In the radial direction, obvious transmural gradients were found in Peak Systolic Radial Strain Rate (SRSR, ew: 84.69 ± 58.11%, mw: 100.96 ± 63.37%, epiw: 112.49 ± 57.94%, p = 0.014) and Peak Early Diastolic Radial Strain Rate (DRSRE, ew: -64.88 ± 58.00%, mw: -84.72 ± 66.48%, epiw: -93.50 ± 72.29%, p = 0.020) within RV. In the circumferential direction, there were incremental transmural gradients in Peak Circumferential Strain (CS, ew: -7.26 ± 4.36 %, mw: -5.99 ± 4.15 %, epiw: -4.15 ± 3.66 %, p < 0.001), Peak Systolic Circumferential Strain Rate (SCSR, ew: -41.23 ± 13.99 %, mw: -35.13 ± 15.16 %, epiw: -25.36 ± 15.34 %, p < 0.001), Peak Early Diastolic Circumferential Strain Rate (DCSRE, ew: 24.98 ± 25.55 %, mw: 21.91 ± 23.68 %, epiw: 12.74 ± 21.91 %, p = 0.004) and Peak Late Diastolic Circumferential Strain Rate (DCSRL, ew: 28.79 ± 22.34 %, mw: 23.93 ± 20.47 %, epiw: 18.99 ± 18.31 %, p = 0.012) from epicardial to endocardial walls.
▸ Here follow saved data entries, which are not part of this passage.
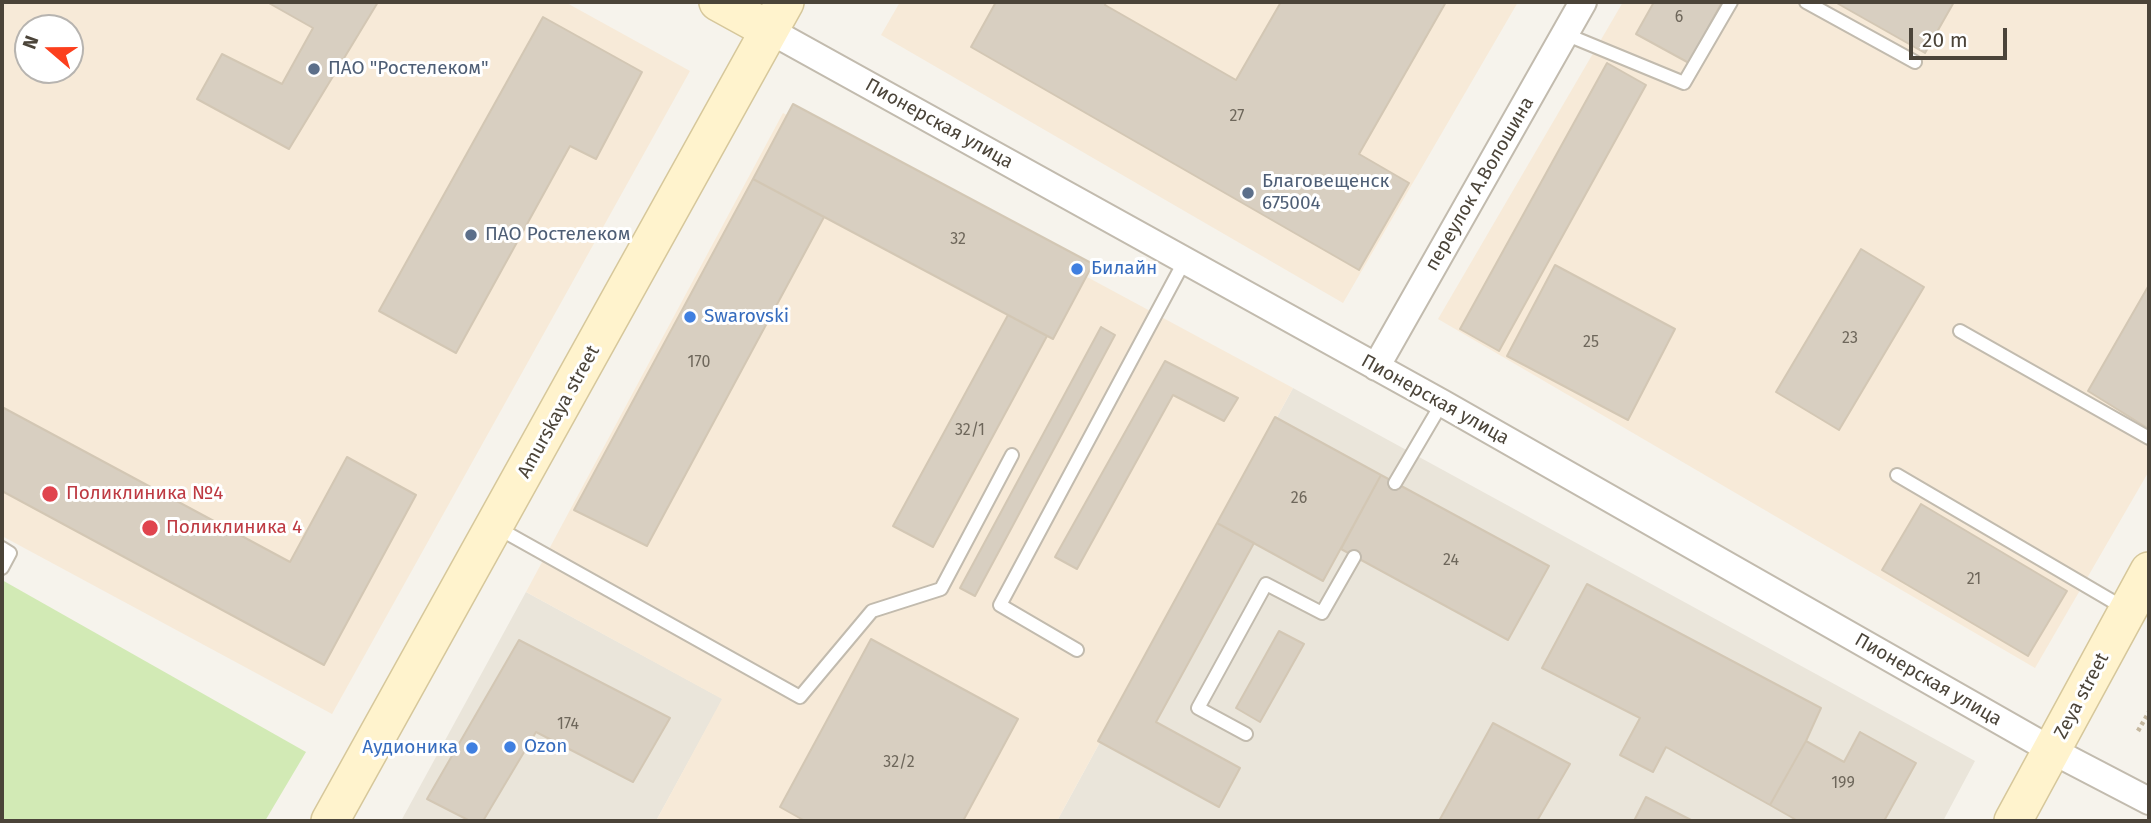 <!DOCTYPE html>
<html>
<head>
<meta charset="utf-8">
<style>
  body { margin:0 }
  #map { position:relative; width:2151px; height:823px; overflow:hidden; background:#f6f3ec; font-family:"Fira Sans",sans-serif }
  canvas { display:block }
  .frame { position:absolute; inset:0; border:4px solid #4b4439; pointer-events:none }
  .north { position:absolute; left:14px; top:14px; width:70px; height:70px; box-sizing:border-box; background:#fff; border:2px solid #b7b4b0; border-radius:50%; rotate:290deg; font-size:19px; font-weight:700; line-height:28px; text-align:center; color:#4b4439 }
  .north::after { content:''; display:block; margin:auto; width:24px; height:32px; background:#fc3f1d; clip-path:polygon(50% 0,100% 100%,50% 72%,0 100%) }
  .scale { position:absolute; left:1909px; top:28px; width:98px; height:32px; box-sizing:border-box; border:4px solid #4b4439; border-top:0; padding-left:9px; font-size:21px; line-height:24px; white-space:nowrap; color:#4b4439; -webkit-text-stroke:5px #fff; paint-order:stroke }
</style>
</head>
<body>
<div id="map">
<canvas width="2151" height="823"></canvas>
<div class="frame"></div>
<div class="north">N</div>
<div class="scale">20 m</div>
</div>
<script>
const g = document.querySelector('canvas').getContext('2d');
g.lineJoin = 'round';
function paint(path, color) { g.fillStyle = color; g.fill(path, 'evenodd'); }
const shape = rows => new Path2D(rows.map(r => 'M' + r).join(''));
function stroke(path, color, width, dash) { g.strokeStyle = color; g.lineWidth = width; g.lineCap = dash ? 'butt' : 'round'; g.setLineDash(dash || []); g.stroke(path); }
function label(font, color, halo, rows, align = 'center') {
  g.font = font + ' "Fira Sans",sans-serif'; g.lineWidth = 6; g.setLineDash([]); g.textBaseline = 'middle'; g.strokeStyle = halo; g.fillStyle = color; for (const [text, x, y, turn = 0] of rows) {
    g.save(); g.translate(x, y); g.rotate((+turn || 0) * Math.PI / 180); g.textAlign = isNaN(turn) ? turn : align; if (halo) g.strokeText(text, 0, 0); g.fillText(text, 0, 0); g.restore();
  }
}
paint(shape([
  [1293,388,1975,761,1943,821,1057,821],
  [526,592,723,699,656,821,401,821]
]), '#eae5da');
paint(shape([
  [2,2,565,2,690,71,332,714,2,536],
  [28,28,70,28,70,70,28,70],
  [900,2,1518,2,1343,303,881,35],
  [1623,2,2149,2,2149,471,2035,668,1438,319],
  [783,113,1293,388,1057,821,656,821,722,699,526,592]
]), '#f7ead8');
paint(shape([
  [2,580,306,752,265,821,2,821]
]), '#d2eab5');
const building = shape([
  [267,2,378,2,289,149,197,99,222,54,282,84,313,28,267,2],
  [996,2,1106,2,1105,5,1236,80,1281,2,1446,2,1359,154,1409,183,1359,270,971,47,996,2],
  [1654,2,1722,2,1689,63,1636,34,1654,2],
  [1835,2,1954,2,1925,53,1835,2],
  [543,17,642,72,596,159,570,146,456,353,379,311,543,17],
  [1607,63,1646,85,1499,351,1460,329,1607,63],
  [793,104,1093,264,1053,339,753,179,793,104],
  [753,179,824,217,647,546,574,510,753,179],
  [1861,249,1924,287,1839,430,1776,392,1861,249],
  [1555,265,1675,329,1628,420,1507,356,1555,265],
  [2149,285,2149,429,2088,391,2149,285],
  [1008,315,1047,336,933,547,893,526,1008,315],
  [1101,327,1115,335,975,596,960,588,1101,327],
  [1165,361,1238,398,1224,421,1173,395,1077,569,1055,557,1165,361],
  [2,407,290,562,347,457,416,495,324,665,2,491,2,407],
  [1275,417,1381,475,1323,581,1217,523,1275,417],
  [1381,475,1549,566,1508,640,1341,549,1381,475],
  [1921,504,2067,591,2028,656,1882,570,1921,504],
  [1217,523,1254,543,1156,722,1240,768,1219,807,1098,741,1217,523],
  [1587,584,1821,708,1806,741,1770,805,1666,747,1653,772,1620,755,1640,718,1542,668,1587,584],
  [1279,631,1304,644,1260,722,1236,708,1279,631],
  [871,639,1018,719,963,821,805,821,780,807,871,639],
  [519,640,670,718,633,782,536,732,483,821,470,821,427,799,519,640],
  [1493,723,1570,764,1537,821,1439,821,1493,723],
  [1860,732,1916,763,1884,821,1798,821,1770,805,1806,741,1844,762,1860,732],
  [1646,797,1693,821,1634,821,1646,797]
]);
paint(building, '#d8cfc1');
stroke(building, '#d3c7b4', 2);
const lane = shape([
  [1806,2,1915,62],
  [1565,34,1684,83,1731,2],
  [1960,331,2149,438],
  [1897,475,2124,608],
  [1395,483,1442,403],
  [496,527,800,697,872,611,941,589,1012,455],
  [2,548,10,553,2,568],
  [1077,650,1000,605,1185,260],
  [1246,734,1198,708,1266,584,1322,613,1354,557]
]);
const street = shape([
  [769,30,1442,403,2053,751,2149,801],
  [1376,367,1583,2]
]);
const secondary = shape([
  [718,2,769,30],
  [330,821,785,2],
  [2013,821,2149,571]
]);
stroke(lane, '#c2bbae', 16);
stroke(street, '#c2bbae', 30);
stroke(secondary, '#d6c79b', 40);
stroke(shape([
  [2138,731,2149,712]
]), '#c4b79f', 4.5, [3.5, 3.5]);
stroke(lane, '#fff', 12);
stroke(street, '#fff', 26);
stroke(secondary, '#fff3cd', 37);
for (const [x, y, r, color] of [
  [314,69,7,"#5c6f8a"],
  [1248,193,7,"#5c6f8a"],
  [471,235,7,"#5c6f8a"],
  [1077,269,7,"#3f7fe0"],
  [690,317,7,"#3f7fe0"],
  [50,494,9,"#e0444e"],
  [150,528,9,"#e0444e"],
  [510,747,7,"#3f7fe0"],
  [472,748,7,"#3f7fe0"]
]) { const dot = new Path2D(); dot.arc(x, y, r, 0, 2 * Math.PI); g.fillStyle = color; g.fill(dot); stroke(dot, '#fff', 2.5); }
label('16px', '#6e675b', null, [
  ["6",1679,18],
  ["27",1237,117],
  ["32",958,240],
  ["23",1850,339],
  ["25",1591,343],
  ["170",699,363],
  ["32/1",970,431],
  ["26",1299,499],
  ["24",1451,561],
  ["21",1974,580],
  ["174",568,725],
  ["32/2",899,763],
  ["199",1843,784]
]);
label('19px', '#4e5e75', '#fff', [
  ["ПАО \"Ростелеком\"",328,69],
  ["Благовещенск",1262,182],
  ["675004",1262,204],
  ["ПАО Ростелеком",485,235]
], 'left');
label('19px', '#4b4439', '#fff', [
  ["Пионерская улица",939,124,29],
  ["переулок А.Волошина",1480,184,-60],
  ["Пионерская улица",1435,400,29],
  ["Amurskaya street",559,412,-61],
  ["Пионерская улица",1928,680,30],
  ["Zeya street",2082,696,-62]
]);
label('19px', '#366cbe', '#fff', [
  ["Билайн",1091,269],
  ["Swarovski",704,317],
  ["Ozon",524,747],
  ["Аудионика",458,748,"right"]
], 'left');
label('19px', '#be3a42', '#fff', [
  ["Поликлиника №4",66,494],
  ["Поликлиника 4",166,528]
], 'left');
</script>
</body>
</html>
However, in the longitudinal direction, no obviously homogeneous transmural gradients were found among three layers (Table 1).
In survivors, obvious increasing transmural gradients from epicardial to endocardial wall were found in CS, SCSR and DCSRE (Table 2). However, in deceased patients, besides the consistent increasing transmural gradients in CS and SCSR, a descending transmural gradient in Peak Radial Strain (RS) and an increasing transmural gradient in DCSRL were also found.

Discussion

When the RV is overloaded, the orientation of the RV free wall changes from a longitudinal to a lateral direction², resulting in RV more dependent on transverse wall movement³. In the present study, we found long-term deceased patients had a distinct descending transmural gradient in Peak Radial Strain and an obvious increasing transmural gradient in DCSRL from epicardial to endocardial wall. We speculated that the changes of Peak Radial Strain and DCSRL distribution patterns in RV layers might indicate the existence of RV dysfunction at the baseline.

Conclusion

DRA-CMR could detect transmural gradients of RV circumferential strain and strain rate in PAH patients, which may help to early detect the existence of RV dysfunction

Acknowledgements

This study was supported by grants from National Key Research and Development Program of China (No. 2016YFC1304400) and Youth Found of Fuwai Hospital (Grant number: 2022-FWQN06).